[THE DATA — start]

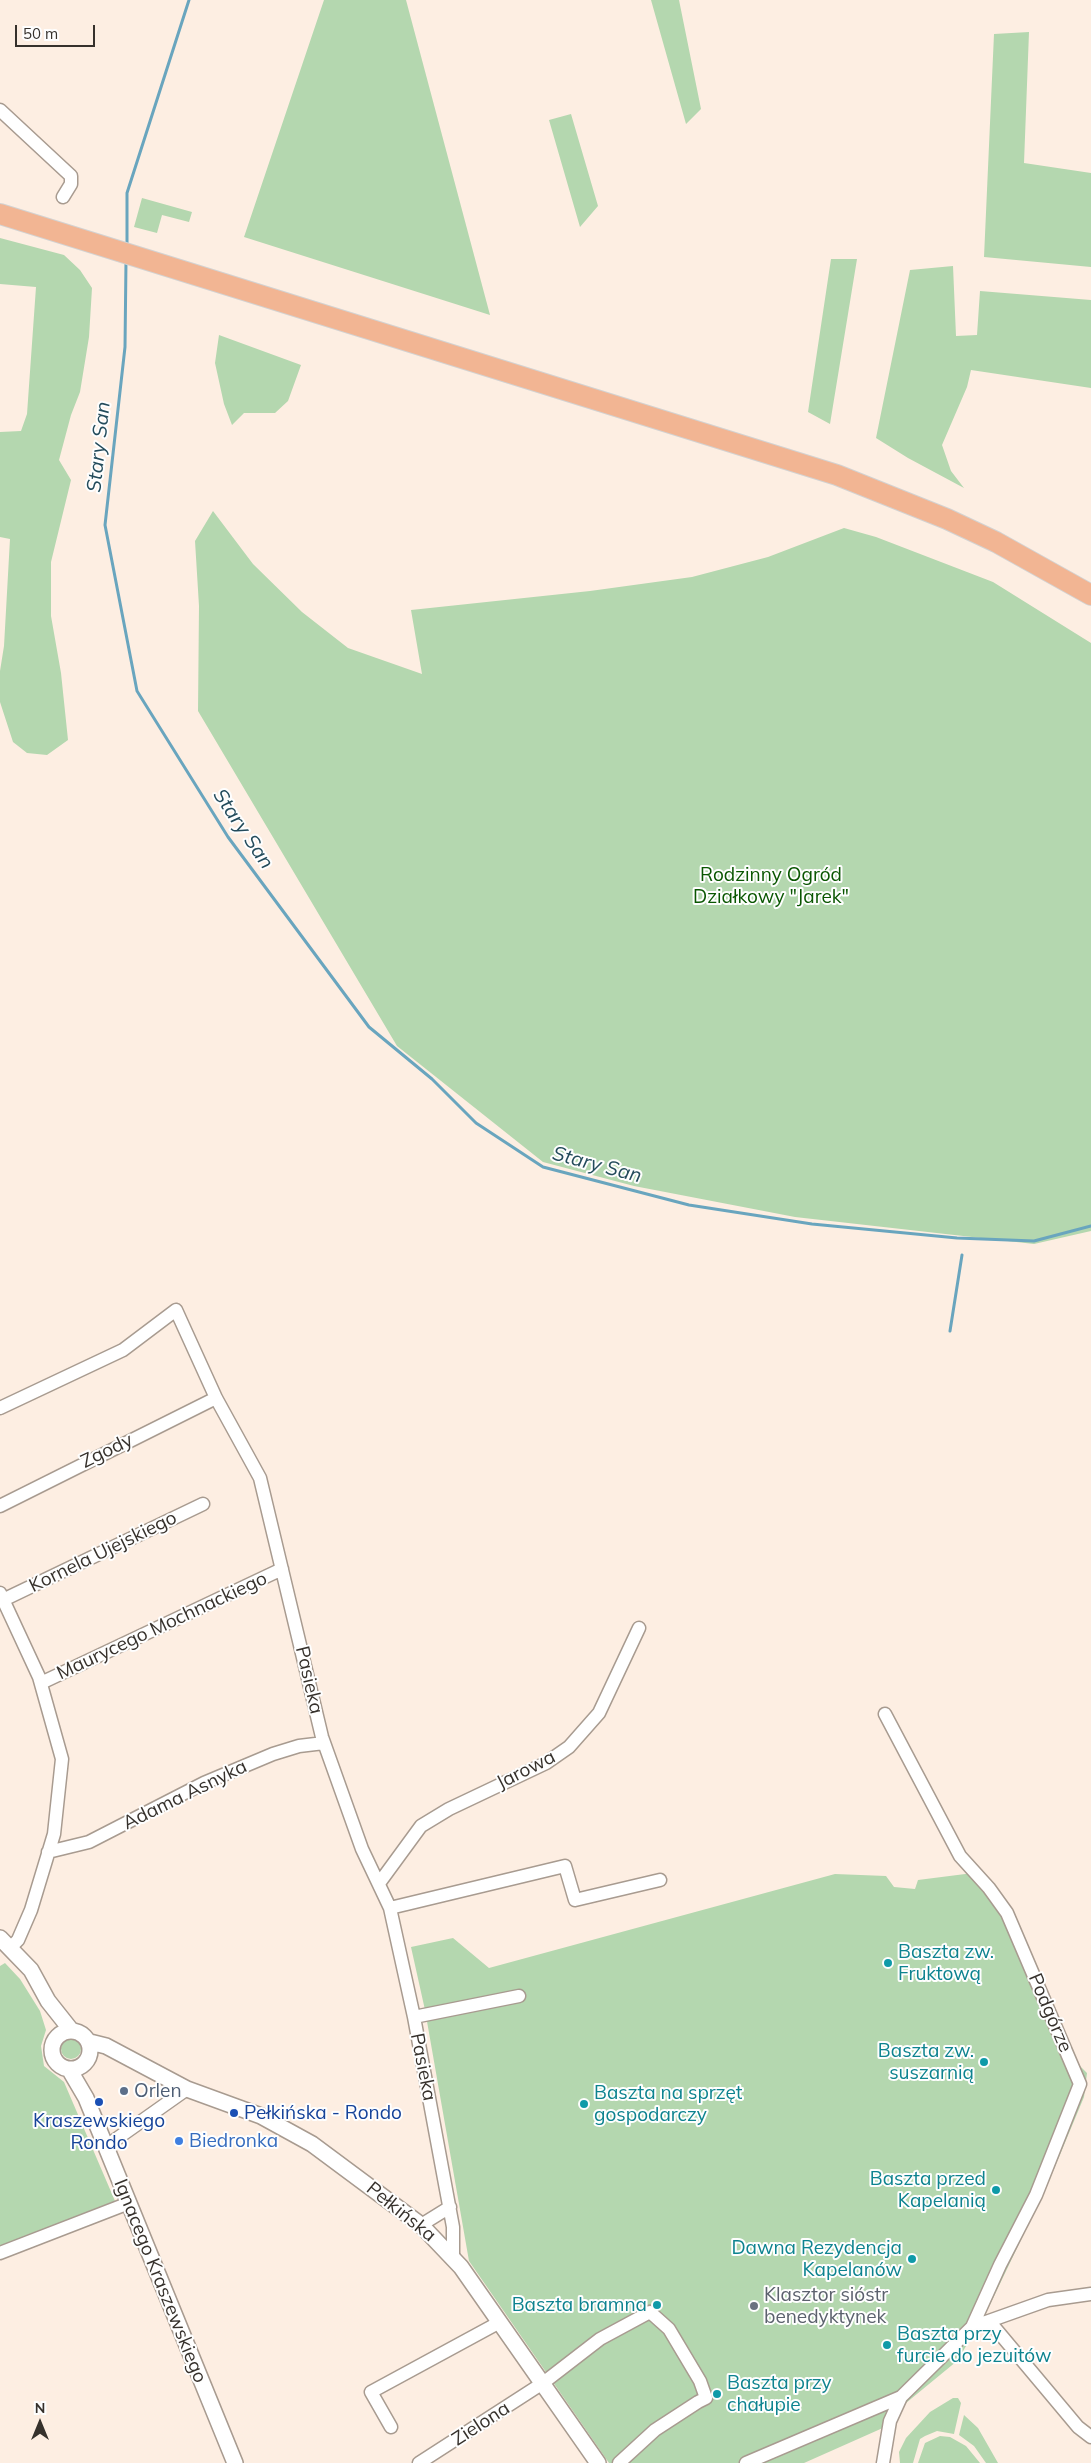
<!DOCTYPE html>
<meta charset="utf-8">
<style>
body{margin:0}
#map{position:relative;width:1091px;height:2463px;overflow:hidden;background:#fdeee2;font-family:Mulish,sans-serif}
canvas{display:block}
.north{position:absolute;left:15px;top:2398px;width:50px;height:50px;-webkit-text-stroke:4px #fefefe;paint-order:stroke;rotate:0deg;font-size:14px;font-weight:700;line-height:20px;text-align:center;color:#36312c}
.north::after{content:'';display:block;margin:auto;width:18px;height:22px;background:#36312c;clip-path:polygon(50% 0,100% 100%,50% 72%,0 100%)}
.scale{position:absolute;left:15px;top:25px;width:80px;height:22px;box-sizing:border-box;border:2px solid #36312c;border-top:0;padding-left:6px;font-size:15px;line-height:18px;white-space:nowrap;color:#36312c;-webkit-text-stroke:4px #fefefe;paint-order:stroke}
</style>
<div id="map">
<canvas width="1091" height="2463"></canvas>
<div class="north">N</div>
<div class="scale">50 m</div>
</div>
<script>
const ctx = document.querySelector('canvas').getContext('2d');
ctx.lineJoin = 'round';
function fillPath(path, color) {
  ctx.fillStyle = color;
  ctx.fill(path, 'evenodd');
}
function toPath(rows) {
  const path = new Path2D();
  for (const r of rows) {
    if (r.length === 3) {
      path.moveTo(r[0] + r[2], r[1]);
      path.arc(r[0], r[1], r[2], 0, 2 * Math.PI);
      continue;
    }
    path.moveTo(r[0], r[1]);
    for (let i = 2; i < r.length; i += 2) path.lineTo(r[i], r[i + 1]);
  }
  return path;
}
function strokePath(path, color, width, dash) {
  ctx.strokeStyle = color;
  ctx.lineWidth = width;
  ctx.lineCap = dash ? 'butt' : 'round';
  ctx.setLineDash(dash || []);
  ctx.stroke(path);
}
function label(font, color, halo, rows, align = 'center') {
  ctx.font = font + ' Mulish,sans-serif';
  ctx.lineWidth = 4;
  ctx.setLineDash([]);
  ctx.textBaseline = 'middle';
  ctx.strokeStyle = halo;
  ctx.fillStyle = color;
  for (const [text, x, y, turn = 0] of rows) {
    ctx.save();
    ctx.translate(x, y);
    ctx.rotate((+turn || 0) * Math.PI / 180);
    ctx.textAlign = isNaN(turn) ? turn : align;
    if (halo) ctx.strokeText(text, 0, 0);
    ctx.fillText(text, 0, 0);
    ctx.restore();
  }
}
const green = toPath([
 [324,0,406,0,490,315,244,237],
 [651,0,679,0,701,109,686,124],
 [1029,32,1024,163,1091,173,1091,267,984,257,994,34],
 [571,114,598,206,580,227,549,120],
 [142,198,192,212,189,222,162,215,157,233,134,227],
 [0,238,64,255,80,270,92,288,89,337,80,392,71,415,59,460,71,480,51,562,51,616,61,673,68,740,47,755,27,753,13,742,0,702,0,671,4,646,10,539,0,537,0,432,21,431,27,414,36,287,0,284],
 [831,259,857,259,830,424,808,412],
 [953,266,956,336,977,335,980,291,1091,300,1091,388,971,370,967,387,942,445,951,471,964,488,908,458,876,438,910,270],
 [219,335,301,365,288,401,275,413,244,413,232,425,224,404,215,363],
 [213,511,253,564,302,612,348,648,422,674,411,610,590,591,692,577,768,557,844,528,876,537,993,582,1091,643,1091,1231,1034,1244,795,1217,634,1186,543,1162,397,1046,198,711,199,606,195,541],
 [981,1872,1078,2064,1087,2073,1084,2097,1049,2181,986,2313,957,2361,906,2403,894,2423,804,2463,609,2463,469,2261,425,2010,411,1947,453,1938,489,1968,835,1874,886,1876,894,1887,915,1889,918,1880],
 [5,1963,20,1979,40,2011,46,2030,41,2046,44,2066,64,2082,115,2201,0,2246,0,1966],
 [71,2049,10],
 [953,2398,958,2398,961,2403,954,2434,937,2431,925,2436,920,2439,913,2463,900,2463,899,2452,906,2438,930,2412],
 [964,2415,978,2428,998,2463,986,2463,974,2446,959,2435],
 [940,2436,950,2437,966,2446,980,2463,918,2463,925,2443]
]);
const stream = toPath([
 [127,247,127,193,189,0],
 [126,261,125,347,105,525,137,691,228,837,369,1027,432,1079,476,1123,543,1167,689,1205,812,1224,957,1238,1034,1241,1091,1226],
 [950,1331,962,1255]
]);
const minor = toPath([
 [0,110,71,176,71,184,63,197],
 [0,1408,123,1350,176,1310,216,1398,260,1478,322,1737,362,1849,390,1908,414,2017,453,2227,453,2258],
 [0,1506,216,1398],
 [0,1593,39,1677,62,1759,54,1834,31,1910,18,1940,10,1948],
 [3,1600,203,1504],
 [41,1683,282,1569],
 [885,1714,960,1856,989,1888,1007,1913,1080,2084,1036,2195,1000,2265,972,2327],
 [48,1852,89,1842,204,1783,273,1754,299,1746,324,1743],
 [380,1882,421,1826,449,1809,546,1763,569,1747,599,1713,639,1628],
 [390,1908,565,1866,575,1900,660,1880],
 [414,2017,519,1996],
 [105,2147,187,2089],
 [421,2225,450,2207],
 [0,2253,129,2203],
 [990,2322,1078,2427,1091,2437],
 [391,2427,371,2392,500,2322],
 [419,2463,543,2383,600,2339,650,2312,669,2329,700,2381,706,2398,698,2402,655,2430,619,2463],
 [746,2463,901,2397,972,2327,1048,2300,1091,2294],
 [883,2463,890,2421,901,2397]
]);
const tertiary = toPath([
 [0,1938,31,1970,48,2001,71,2030],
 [71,2050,19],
 [90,2042,106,2046,187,2089,261,2116,312,2144,421,2225,461,2267,598,2463],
 [69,2069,86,2098,235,2463]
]);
const primary = toPath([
 [0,214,837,475,947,519,996,542,1091,595]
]);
const markers = [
 [888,1963,5,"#0f9aa8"],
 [984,2062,5,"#0f9aa8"],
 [124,2091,5,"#5c6f8a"],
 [99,2102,5,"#1a4fb4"],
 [584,2104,5,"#0f9aa8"],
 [234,2113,5,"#1a4fb4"],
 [179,2141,5,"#3f7fe0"],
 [996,2190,5,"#0f9aa8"],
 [912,2259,5,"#0f9aa8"],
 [657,2305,5,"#0f9aa8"],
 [754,2306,5,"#6b7280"],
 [887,2345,5,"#0f9aa8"],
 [717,2394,5,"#0f9aa8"]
];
const parkNames = [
 ["Rodzinny Ogród",771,875],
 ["Działkowy \"Jarek\"",771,897]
];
const streetNames = [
 ["Zgody",107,1451,-26],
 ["Kornela Ujejskiego",103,1552,-26],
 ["Maurycego Mochnackiego",162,1626,-25],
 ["Pasieka",309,1680,77],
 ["Jarowa",526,1770,-27],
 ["Adama Asnyka",185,1795,-26],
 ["Podgórze",1050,2013,67],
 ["Pasieka",423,2067,79],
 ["Pełkińska",401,2212,39],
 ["Ignacego Kraszewskiego",160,2281,68],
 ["Zielona",481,2424,-33]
];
const cultureNames = [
 ["Baszta zw.",898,1952],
 ["Fruktową",898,1974],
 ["Baszta zw.",974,2051,"right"],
 ["suszarnią",974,2073,"right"],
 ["Baszta na sprzęt",594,2093],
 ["gospodarczy",594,2115],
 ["Baszta przed",986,2179,"right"],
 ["Kapelanią",986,2201,"right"],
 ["Dawna Rezydencja",902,2248,"right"],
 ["Kapelanów",902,2270,"right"],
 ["Baszta bramna",647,2305,"right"],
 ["Baszta przy",897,2334],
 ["furcie do jezuitów",897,2356],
 ["Baszta przy",727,2383],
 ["chałupie",727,2405]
];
const serviceNames = [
 ["Orlen",134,2091]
];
const transitNames = [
 ["Pełkińska - Rondo",244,2113],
 ["Kraszewskiego",99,2121,"center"],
 ["Rondo",99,2143,"center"]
];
const shopNames = [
 ["Biedronka",189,2141]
];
const worshipNames = [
 ["Klasztor sióstr",764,2295],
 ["benedyktynek",764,2317]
];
const waterNames = [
 ["Stary San",99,447,-84],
 ["Stary San",243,829,56],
 ["Stary San",597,1165,15]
];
fillPath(green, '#b4d7af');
strokePath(stream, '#69a5be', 3);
strokePath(minor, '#a89b90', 15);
strokePath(tertiary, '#a89b90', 18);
strokePath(primary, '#d3d2d1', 22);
strokePath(minor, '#fff', 12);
strokePath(tertiary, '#fff', 15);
strokePath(primary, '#f2b593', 20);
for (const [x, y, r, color] of markers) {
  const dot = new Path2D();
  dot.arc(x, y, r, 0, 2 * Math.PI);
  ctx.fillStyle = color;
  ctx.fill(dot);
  strokePath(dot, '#fefefe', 2);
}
label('19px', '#095601', '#fefefe', parkNames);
label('19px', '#36312c', '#fefefe', streetNames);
label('19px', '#0d838f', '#fefefe', cultureNames, 'left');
label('19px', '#4e5e75', '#fefefe', serviceNames, 'left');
label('19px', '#164399', '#fefefe', transitNames, 'left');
label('19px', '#366cbe', '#fefefe', shopNames, 'left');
label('19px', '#5b616d', '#fefefe', worshipNames, 'left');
label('italic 20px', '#234b5b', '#fefefe', waterNames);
</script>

[THE DATA — finish]

Considering only the material above, set down every line from the one with "ctx.setLineDash([]);" to the one with "ctx.textAlign = isNaN(turn)", inclusive, exactly as written.

  ctx.setLineDash([]);
  ctx.textBaseline = 'middle';
  ctx.strokeStyle = halo;
  ctx.fillStyle = color;
  for (const [text, x, y, turn = 0] of rows) {
    ctx.save();
    ctx.translate(x, y);
    ctx.rotate((+turn || 0) * Math.PI / 180);
    ctx.textAlign = isNaN(turn) ? turn : align;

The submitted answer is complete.